YOUR ASSIGNMENT:
From first line to last, the records below are to be duplicated exactly.

RECORDS FOR PROCESSING:
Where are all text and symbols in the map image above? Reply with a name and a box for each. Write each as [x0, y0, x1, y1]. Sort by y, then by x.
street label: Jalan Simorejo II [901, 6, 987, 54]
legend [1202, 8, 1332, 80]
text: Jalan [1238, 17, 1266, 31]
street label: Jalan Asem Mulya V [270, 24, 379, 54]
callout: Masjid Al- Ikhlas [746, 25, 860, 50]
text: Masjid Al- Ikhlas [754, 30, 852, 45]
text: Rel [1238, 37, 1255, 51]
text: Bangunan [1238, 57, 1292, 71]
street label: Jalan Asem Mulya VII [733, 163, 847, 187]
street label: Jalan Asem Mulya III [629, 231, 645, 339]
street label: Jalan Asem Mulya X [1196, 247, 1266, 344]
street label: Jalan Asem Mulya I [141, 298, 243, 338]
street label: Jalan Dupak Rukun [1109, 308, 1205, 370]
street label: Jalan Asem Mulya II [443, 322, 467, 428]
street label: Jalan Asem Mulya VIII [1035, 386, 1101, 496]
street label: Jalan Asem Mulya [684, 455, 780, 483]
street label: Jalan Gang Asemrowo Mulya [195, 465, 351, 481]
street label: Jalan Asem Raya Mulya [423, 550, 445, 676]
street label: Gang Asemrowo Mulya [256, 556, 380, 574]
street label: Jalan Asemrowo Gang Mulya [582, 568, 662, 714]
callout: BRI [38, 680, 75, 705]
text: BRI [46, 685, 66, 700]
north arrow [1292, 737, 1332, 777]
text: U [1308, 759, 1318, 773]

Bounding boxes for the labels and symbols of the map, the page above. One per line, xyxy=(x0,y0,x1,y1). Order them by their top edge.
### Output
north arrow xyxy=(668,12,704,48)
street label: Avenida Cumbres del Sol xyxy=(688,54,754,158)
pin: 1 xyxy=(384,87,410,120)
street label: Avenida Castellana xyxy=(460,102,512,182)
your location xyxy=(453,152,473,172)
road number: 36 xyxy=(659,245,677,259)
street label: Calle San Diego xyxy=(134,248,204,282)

WRITTEN RESPONSE:
Where are all text and symbols in the map image above? Reply with a name and a box for each. Write each as [x0, y0, x1, y1]. Sort by y, then by x.
street label: Jalan Simorejo II [901, 6, 987, 54]
legend [1202, 8, 1332, 80]
text: Jalan [1238, 17, 1266, 31]
street label: Jalan Asem Mulya V [270, 24, 379, 54]
callout: Masjid Al- Ikhlas [746, 25, 860, 50]
text: Masjid Al- Ikhlas [754, 30, 852, 45]
text: Rel [1238, 37, 1255, 51]
text: Bangunan [1238, 57, 1292, 71]
street label: Jalan Asem Mulya VII [733, 163, 847, 187]
street label: Jalan Asem Mulya III [629, 231, 645, 339]
street label: Jalan Asem Mulya X [1196, 247, 1266, 344]
street label: Jalan Asem Mulya I [141, 298, 243, 338]
street label: Jalan Dupak Rukun [1109, 308, 1205, 370]
street label: Jalan Asem Mulya II [443, 322, 467, 428]
street label: Jalan Asem Mulya VIII [1035, 386, 1101, 496]
street label: Jalan Asem Mulya [684, 455, 780, 483]
street label: Jalan Gang Asemrowo Mulya [195, 465, 351, 481]
street label: Jalan Asem Raya Mulya [423, 550, 445, 676]
street label: Gang Asemrowo Mulya [256, 556, 380, 574]
street label: Jalan Asemrowo Gang Mulya [582, 568, 662, 714]
callout: BRI [38, 680, 75, 705]
text: BRI [46, 685, 66, 700]
north arrow [1292, 737, 1332, 777]
text: U [1308, 759, 1318, 773]

Bounding boxes for the labels and symbols of the map, the page above. One per line, xyxy=(x0,y0,x1,y1). Order them by their top edge.
### Output
north arrow xyxy=(668,12,704,48)
street label: Avenida Cumbres del Sol xyxy=(688,54,754,158)
pin: 1 xyxy=(384,87,410,120)
street label: Avenida Castellana xyxy=(460,102,512,182)
your location xyxy=(453,152,473,172)
road number: 36 xyxy=(659,245,677,259)
street label: Calle San Diego xyxy=(134,248,204,282)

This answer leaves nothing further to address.